▶ [Exercise description] Gather all lines in the entries below that include the word "overflow".

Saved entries
|---|

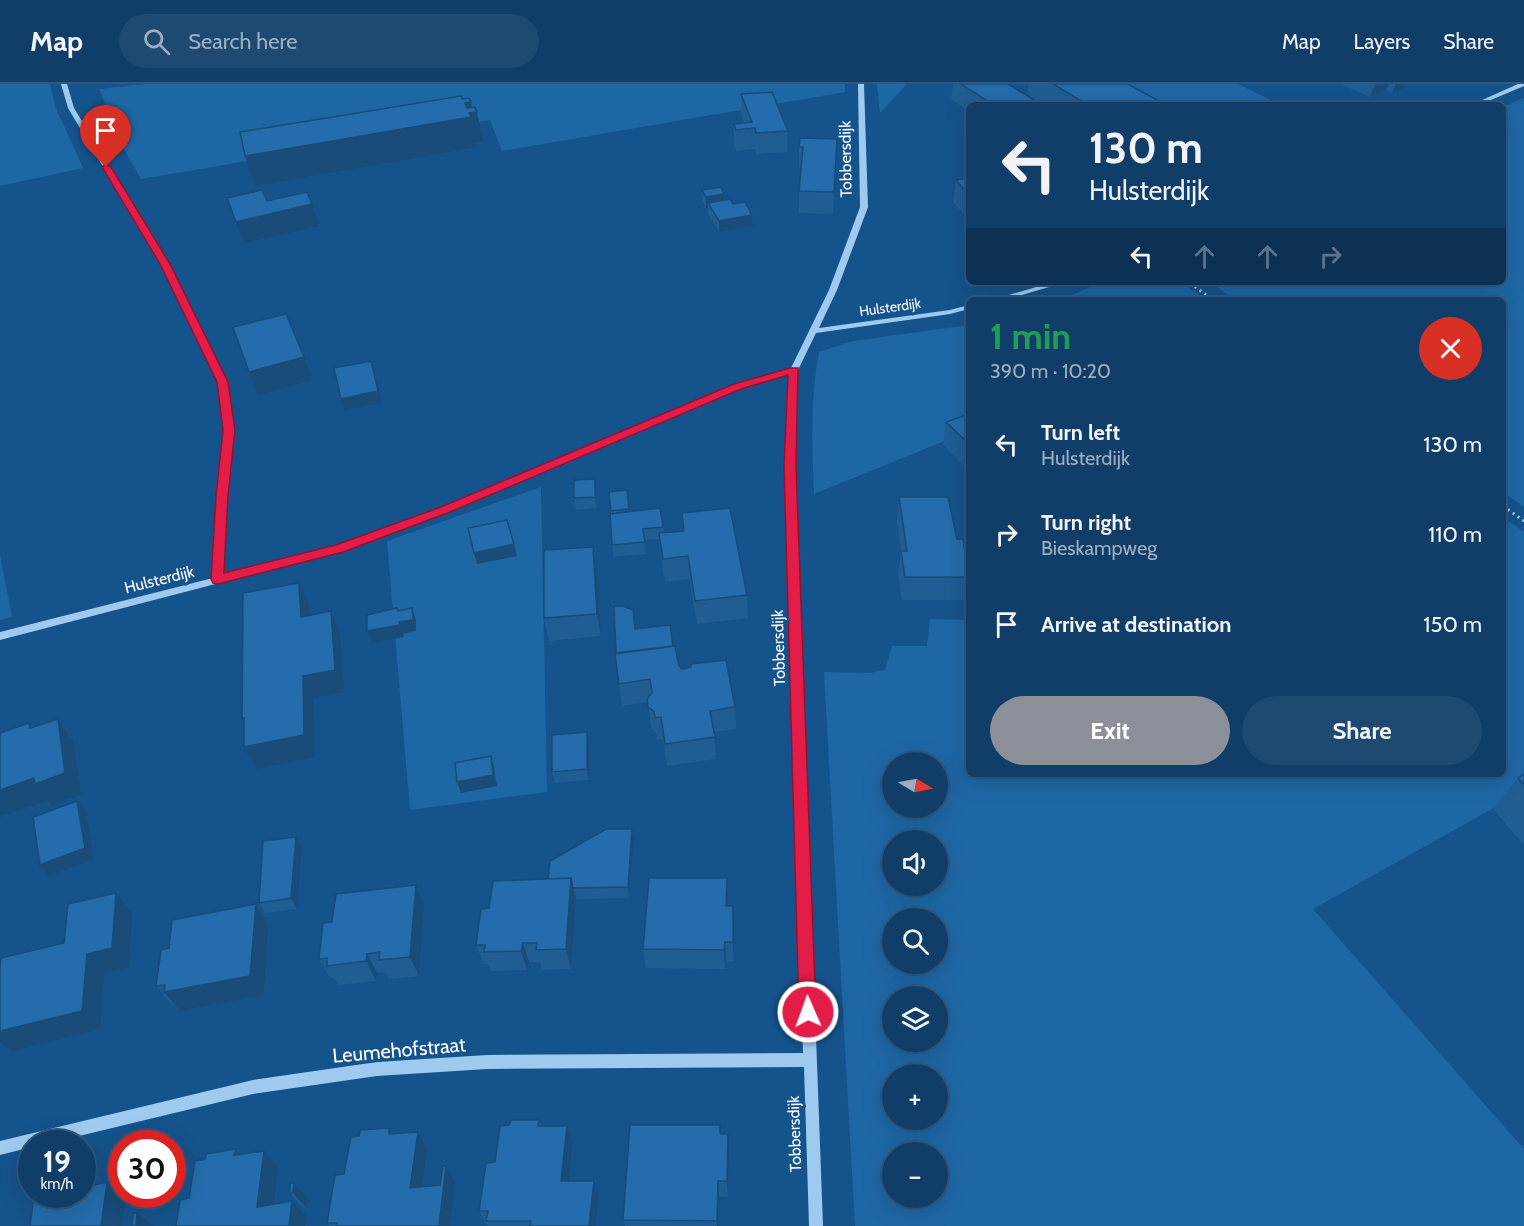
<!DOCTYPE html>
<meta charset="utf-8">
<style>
body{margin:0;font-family:Cabin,sans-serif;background:#1e4971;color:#f1f3f6;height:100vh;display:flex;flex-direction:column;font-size:22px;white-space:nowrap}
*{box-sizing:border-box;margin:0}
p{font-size:20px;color:#9caec0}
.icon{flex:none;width:33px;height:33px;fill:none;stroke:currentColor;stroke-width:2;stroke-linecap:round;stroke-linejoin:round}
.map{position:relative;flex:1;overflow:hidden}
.panel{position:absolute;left:966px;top:213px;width:540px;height:480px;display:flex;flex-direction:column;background:#103e69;border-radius:9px;box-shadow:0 6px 24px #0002,0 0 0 2px #30577d}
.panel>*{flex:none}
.banner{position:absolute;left:966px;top:18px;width:540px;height:183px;border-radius:9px;box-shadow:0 6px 24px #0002,0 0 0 2px #30577d;background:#103e69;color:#f1f3f6;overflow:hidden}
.needle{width:39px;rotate:100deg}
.controls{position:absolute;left:882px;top:668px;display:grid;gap:12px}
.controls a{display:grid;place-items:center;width:66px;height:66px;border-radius:50%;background:#103e69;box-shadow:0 6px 24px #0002,0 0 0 2px #30577d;font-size:30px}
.speed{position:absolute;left:18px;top:1046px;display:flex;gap:12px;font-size:30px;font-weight:700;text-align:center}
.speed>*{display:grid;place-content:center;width:78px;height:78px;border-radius:50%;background:#103e69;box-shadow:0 6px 24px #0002,0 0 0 2px #30577d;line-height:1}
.speed small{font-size:15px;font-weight:400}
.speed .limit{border:9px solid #d22;background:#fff;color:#111}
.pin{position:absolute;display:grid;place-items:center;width:51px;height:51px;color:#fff;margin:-62px -26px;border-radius:50% 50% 50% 0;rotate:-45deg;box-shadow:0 0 6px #0007}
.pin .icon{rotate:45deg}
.me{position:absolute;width:66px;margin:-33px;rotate:358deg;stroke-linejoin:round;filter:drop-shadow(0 0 4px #0008)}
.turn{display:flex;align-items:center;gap:21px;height:126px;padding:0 24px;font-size:27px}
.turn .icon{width:78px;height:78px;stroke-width:2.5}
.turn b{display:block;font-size:42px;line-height:51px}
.lanes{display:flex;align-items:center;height:57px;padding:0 24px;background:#0003;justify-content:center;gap:30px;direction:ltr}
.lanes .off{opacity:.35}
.round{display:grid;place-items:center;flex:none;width:63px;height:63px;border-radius:32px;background:#1e4971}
.headline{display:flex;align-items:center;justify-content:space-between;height:102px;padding:0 24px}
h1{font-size:36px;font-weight:700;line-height:45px;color:#1e9e55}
.button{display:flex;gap:12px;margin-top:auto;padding:12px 24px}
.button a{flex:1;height:69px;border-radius:36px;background:#8c9099;color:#fff;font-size:24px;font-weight:700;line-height:69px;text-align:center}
.button a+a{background:#1e4971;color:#f1f3f6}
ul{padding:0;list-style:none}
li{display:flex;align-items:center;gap:18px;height:90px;padding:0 24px}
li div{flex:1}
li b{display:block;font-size:22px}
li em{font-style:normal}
header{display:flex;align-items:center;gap:36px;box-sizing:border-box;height:84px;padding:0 30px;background:#103e69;border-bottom:2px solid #30577d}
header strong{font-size:28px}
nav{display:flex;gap:33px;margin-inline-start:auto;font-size:21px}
.search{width:420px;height:54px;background:#1e4971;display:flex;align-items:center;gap:15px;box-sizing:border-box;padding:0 21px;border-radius:33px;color:#9caec0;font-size:22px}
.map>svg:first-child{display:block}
.green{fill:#1e67a5;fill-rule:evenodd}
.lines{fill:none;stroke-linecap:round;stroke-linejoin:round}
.path-far1{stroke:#9fcaef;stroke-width:2;stroke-dasharray:2 3;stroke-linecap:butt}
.path{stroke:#9fcaef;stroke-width:3;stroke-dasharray:2 4;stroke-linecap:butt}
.minor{fill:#9fcaef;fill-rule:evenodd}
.wall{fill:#1f5d93}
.shaded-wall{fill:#194c78}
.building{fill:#246cab;stroke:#194c78;stroke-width:1.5}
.route{fill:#e11d48;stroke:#92132f;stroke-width:1.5}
.labels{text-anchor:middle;stroke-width:6;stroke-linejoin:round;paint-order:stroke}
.far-street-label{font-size:14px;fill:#fff;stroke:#15538c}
.street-label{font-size:16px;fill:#fff;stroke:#15538c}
.near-street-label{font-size:20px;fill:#fff;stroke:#15538c}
</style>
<header>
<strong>Map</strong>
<div class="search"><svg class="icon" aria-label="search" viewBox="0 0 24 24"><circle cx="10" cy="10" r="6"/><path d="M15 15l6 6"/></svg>Search here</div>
<nav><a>Map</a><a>Layers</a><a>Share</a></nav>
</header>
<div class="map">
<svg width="1524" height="1142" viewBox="0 0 1524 1142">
<rect width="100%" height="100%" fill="#15538c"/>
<g class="green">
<path d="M0,0H50L55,22L83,84L0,102Z"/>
<path d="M146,0H845V8L502,67L490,36L141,95L122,62L99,5Z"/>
<path d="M877,0H907L880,29Z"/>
<path d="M1074,0H1238L1281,21H1110Z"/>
<path d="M1524,14V423L1503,408V216H1235L1210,198H1503V23Z"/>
<path d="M1101,198H1181L1206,216H1061Z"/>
<path d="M969,241V347L814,410C812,363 810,315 819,268L853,257Z"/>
<path d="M541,403L547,708L410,726L387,457Z"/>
<path d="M1503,433L1524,448V707L1313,825L1524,1065V1142H855L824,588L870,589L885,586L892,562H927L930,535L969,536V690H1503ZM892,678H938V723H892ZM892,756H938V801H892ZM892,834H938V879H892ZM892,912H938V957H892ZM892,990H938V1035H892ZM892,1068H938V1113H892Z"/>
<path d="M0,471L12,533L0,536Z"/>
</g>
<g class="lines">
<path class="path-far1" d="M1188,198L1192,201"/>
<g class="path">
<path d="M1190,199L1213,216"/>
<path d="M1503,422L1524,437"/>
</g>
<g class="minor">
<path d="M61,0H67L74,24L169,180L226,299L233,346L227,412L223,491L337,462L442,423L735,301L791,284L829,206L860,123L858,0H864L868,123L837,206L819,244L950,226L969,221V225L950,230L816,249L798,286L795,382L823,1142H809L804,983L487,985L377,992L253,1010L50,1059H32V1063L0,1071V1057L253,996L377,978L487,971L803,969L785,382L790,290L741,305L448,427L342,467L0,556V548L213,494L217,412L225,346L218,299L161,180L68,24Z"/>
<path d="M1518,0H1524V2L1479,21H1471Z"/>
<path d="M1053,198H1066L1005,216H992Z"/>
</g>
</g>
<g class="wall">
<path d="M953,0H1008L1027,12L1029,0H1128L1166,21H969V27L951,15Z"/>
<path d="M1340,0H1405L1403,4L1392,9L1386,6L1370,13Z"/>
<path d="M741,10L788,47L787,68L756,70L755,65L736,67L734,61V40L744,39L741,31Z"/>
<path d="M837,55L833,130L799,129V107L801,84H799V63Z"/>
<path d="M969,94V136L953,118L956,96Z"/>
<path d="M702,106L733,120L753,142L719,148L708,130V123L706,124L703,117Z"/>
<path d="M969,330V387L943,361L946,338Z"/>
<path d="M596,406L597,424L576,426L574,414Z"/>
<path d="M627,406L629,428L663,443L664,449L683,447L682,429L747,511L748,534L697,540L689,495L665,498L661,472L660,455L645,456L646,470L613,473L612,461L611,429L609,408Z"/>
<path d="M899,413L957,455L969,489V497L966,516H902L898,490L901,467L897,436Z"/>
<path d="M597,486L601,552L549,557L544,534Z"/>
<path d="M635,545L673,562L679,582L735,623L736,645L714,648L716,675L667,682L663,655L657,656L656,649L651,645L648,618L622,622L615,570H616Z"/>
<path d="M587,648L589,659V696L555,699L552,688Z"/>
<path d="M1524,690V761L1493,725L1518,694Z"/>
<path d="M632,745L634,755L629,814L576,815L571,885L542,886L540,878H529L527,886L491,887L488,880H484L476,861L489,824L548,795Z"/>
<path d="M296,753L302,763L297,825L265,829L259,819Z"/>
<path d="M727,794L728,822H733L734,878L726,877L725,885L646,884L643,865Z"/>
<path d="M416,801L424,822L419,892L389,895L386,888L377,889L376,897L338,901L334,894H330L319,875L332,838Z"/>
<path d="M256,820L268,840L264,911L180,927L174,921H172L156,902Z"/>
<path d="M539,1036L541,1042H567L573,1058L569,1097H594L598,1112L596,1142H489L487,1141L479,1127L509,1041Z"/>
<path d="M393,1049L427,1065L423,1103L440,1101L446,1082L455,1098L450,1142H330L327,1139L344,1090Z"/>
<path d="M720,1050H728L729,1066L728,1113L719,1112L718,1142H625L623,1136Z"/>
<path d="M290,1099L307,1114L306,1124H304L290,1109Z"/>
</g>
<g class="shaded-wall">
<path d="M1375,0H1389L1386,6L1370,13Z"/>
<path d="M1396,0H1405L1403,4L1392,9Z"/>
<path d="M471,18L473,29L477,28L483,58L476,59L477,63L255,102L245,72Z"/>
<path d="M724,110V121L708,119V123L706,124V113Z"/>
<path d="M312,120L319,142L244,159L236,138Z"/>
<path d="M752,131L753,142L719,148V137Z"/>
<path d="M304,273L312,296L258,311L249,288Z"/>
<path d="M371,277L382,319L344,326L341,315Z"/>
<path d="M595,395L596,406L597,424L595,413Z"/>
<path d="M514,460L517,472L477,480L474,469Z"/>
<path d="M593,463L597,486L601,552L597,530Z"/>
<path d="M299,499L309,521L310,556L301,533Z"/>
<path d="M397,524L401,536L412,524L416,536V547L403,550L404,553L372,559L367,547Z"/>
<path d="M331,527L340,550L344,608L313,614L314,673L256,685L244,663L303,592Z"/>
<path d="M58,635L73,657L81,711L52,721L48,717L0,733V706Z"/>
<path d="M587,648L589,659V696L587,685Z"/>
<path d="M491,672L494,683L497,702L461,709L457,698Z"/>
<path d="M77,717L86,728L94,775L49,792L40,781Z"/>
<path d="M632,745L634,755L629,814L628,803Z"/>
<path d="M296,753L302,763L297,825L291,814Z"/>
<path d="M571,794L576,814L571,885L566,865Z"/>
<path d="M727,794L728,814L727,842L726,822Z"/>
<path d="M416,801L424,822L419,892L410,873Z"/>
<path d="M116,809L132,829L129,883L104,890L100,945L12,967L6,962H4L0,959V947L87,870Z"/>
<path d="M256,820L268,840L264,911L180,927L164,908Z"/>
<path d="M733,822L734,842V878L733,858Z"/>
<path d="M725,858L726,877L725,885L724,866Z"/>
<path d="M523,859L529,878L527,886L521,867Z"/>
<path d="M367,870L377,889L376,897L366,877Z"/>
<path d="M567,1042L573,1058L567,1112L561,1097Z"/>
<path d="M418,1048L427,1065L421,1119L410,1104Z"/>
<path d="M728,1050L729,1066L728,1113L727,1097Z"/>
<path d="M264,1067L278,1083L272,1137L257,1123Z"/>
<path d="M446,1082L455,1098L450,1142H439Z"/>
<path d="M594,1097L598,1112L596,1142H589Z"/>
<path d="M718,1097L719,1112L718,1142H717Z"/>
<path d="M107,1098L126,1113L122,1142H101Z"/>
<path d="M294,1099L307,1114L306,1124L293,1109Z"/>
<path d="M292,1117L306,1132L305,1142H289Z"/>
<path d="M137,1129L154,1142H136Z"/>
</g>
<g class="building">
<path d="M961,0H1008L1042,21H994Z"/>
<path d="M1053,0H1128L1166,21H1088Z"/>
<path d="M772,8L788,47L756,49L755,44L736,46L734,40L752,38L741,10Z"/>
<path d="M461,12L462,15L469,14L471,18L465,19L467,24L475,23L477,28L469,29L471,33L245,72L240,48Z"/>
<path d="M800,54L837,55L834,108L799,107L803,63H799Z"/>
<path d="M969,94V111L956,96Z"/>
<path d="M721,103L724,110L706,113L702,106Z"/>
<path d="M262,106L267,117L307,108L312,120L236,138L227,114Z"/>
<path d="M730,115L733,120L745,118L752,131L719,137L708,119Z"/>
<path d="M286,230L304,273L249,288L233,243Z"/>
<path d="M371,277L378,307L341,315L334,284Z"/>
<path d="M969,330V360L946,338Z"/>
<path d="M595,395V413L574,414V396Z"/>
<path d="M627,406L629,425L611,427L609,408Z"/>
<path d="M899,413H948L957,455H963L969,493H905L901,467H907Z"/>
<path d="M660,424L663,443L643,445L645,458L612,461L610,430Z"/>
<path d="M730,424L747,511L695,517L688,472L663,475L659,449L684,447L682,429Z"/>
<path d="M507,436L514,460L474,469L468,444Z"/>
<path d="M593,463L597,530L544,534V466Z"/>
<path d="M299,499L301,533L331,527L335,586L303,592L304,651L244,663V634H242L243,509Z"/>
<path d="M614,522H623L633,526L635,545L670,541L673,562L616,569Z"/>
<path d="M397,524L398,527L412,524L413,536L399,538L400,541L367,547V531Z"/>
<path d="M675,562L679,582L682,585L691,583V580L726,576L735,623L710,627L715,653L665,660L661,633L655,634L654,627L648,623L647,615L652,609L650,595L619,600L615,570Z"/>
<path d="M58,635L65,689L35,700L34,694L0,706V649L29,639L30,644Z"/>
<path d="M587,648V685L552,688V651Z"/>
<path d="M491,672L493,691L457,698L455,679Z"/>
<path d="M1524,690V701L1518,694Z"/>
<path d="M77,717L85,764L40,781L33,733Z"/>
<path d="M606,745H632L628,803L573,804L571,794L548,795L550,777Z"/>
<path d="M296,753L291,814L259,819L263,757Z"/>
<path d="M571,794L566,865L536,866L537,859H523L521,867L484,868L485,861H476L481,825L489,824L493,797Z"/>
<path d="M649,794H727L726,822H733V858H725L724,866L643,865Z"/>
<path d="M416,801L410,873L379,876L380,868L367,870L366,877L327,882V874L319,875L323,839L332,838L336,810Z"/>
<path d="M116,809L112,864L87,870L82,927L0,947V883L1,874L64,859L68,820Z"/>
<path d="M256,820L250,892L164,908L165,901L156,902L161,866L169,864L172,836Z"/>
<path d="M511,1036H539L538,1042H567L561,1097H594L589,1142H530L531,1137H486L488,1127H479L486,1079L495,1078L500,1042L509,1041Z"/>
<path d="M630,1041H720V1050H728L727,1097H718L717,1137L623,1136Z"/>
<path d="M389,1044V1050L418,1048L410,1104L440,1101L443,1082H446L439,1142H337V1139H327L335,1091L344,1090L351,1053L359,1052L360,1046Z"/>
<path d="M236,1065L234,1071L264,1067L257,1123L292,1117L289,1142H176L180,1116L189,1114L195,1077L205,1075L206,1070Z"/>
<path d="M107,1098L101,1142H30L34,1114L44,1112V1110H82V1104Z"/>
<path d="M290,1099H294L293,1109H290Z"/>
<path d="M133,1129H137L136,1142H132Z"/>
</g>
<path class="route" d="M106,80L111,83L170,180L228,298L235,346L228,412L224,489L336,461L441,423L734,300L790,284H798L796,382L816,928L814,934L808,936L802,934L799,928L784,382L788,291L741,305L450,428L343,468L218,500L213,499L211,495L216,412L223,346L217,298L160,180L102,83Z"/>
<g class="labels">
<g class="far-street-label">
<text transform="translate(890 223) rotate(-8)" y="5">Hulsterdijk</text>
</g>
<g class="street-label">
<text transform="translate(845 75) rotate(-91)" y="6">Tobbersdijk</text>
<text transform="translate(159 495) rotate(-14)" y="6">Hulsterdijk</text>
<text transform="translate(778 564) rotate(-92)" y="6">Tobbersdijk</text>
<text transform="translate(794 1050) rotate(-92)" y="6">Tobbersdijk</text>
</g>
<g class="near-street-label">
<text transform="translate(399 966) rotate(-5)" y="7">Leumehofstraat</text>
</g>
</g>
</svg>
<div class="controls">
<a><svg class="needle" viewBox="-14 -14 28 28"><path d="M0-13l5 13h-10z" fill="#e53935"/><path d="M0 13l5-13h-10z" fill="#9caec0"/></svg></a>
<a><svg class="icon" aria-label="sound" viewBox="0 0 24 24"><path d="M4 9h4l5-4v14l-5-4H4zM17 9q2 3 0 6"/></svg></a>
<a><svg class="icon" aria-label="search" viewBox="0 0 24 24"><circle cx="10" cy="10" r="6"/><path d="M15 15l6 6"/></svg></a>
<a><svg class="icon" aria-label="layers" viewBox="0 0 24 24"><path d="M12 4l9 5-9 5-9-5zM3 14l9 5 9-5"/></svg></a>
<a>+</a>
<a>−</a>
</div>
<div class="speed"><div>19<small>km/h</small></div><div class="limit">30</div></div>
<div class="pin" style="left:106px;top:83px;background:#d93025"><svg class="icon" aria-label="arrive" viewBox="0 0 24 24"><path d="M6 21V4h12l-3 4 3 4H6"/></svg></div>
<svg class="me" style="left:808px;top:928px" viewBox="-20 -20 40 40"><circle r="17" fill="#e11d48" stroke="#fff" stroke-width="3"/><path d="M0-11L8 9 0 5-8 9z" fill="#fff"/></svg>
<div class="banner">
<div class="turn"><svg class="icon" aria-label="left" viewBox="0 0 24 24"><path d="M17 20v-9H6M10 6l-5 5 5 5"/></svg><div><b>130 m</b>Hulsterdijk</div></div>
<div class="lanes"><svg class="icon" aria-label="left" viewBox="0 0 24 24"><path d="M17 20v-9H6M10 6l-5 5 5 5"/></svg><svg class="icon off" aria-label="ahead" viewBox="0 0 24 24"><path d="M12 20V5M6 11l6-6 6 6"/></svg><svg class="icon off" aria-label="ahead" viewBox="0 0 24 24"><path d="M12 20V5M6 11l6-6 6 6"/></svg><svg class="icon off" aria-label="right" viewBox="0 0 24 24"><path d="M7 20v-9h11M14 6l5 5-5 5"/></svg></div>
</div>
<section class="panel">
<div class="headline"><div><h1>1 min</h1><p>390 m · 10:20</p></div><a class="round" style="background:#d93025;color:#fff"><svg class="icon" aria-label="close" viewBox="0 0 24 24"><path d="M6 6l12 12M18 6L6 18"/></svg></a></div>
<ul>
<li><svg class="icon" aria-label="left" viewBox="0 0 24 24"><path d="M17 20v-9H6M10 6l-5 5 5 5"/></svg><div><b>Turn left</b><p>Hulsterdijk</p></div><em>130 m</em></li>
<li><svg class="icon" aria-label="right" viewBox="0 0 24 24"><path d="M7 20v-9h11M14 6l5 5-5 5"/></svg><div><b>Turn right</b><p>Bieskampweg</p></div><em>110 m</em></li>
<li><svg class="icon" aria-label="arrive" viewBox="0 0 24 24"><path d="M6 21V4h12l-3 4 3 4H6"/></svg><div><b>Arrive at destination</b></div><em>150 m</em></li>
</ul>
<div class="button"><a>Exit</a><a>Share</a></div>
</section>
</div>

|---|

▶ [Your solution]
.map{position:relative;flex:1;overflow:hidden}
.banner{position:absolute;left:966px;top:18px;width:540px;height:183px;border-radius:9px;box-shadow:0 6px 24px #0002,0 0 0 2px #30577d;background:#103e69;color:#f1f3f6;overflow:hidden}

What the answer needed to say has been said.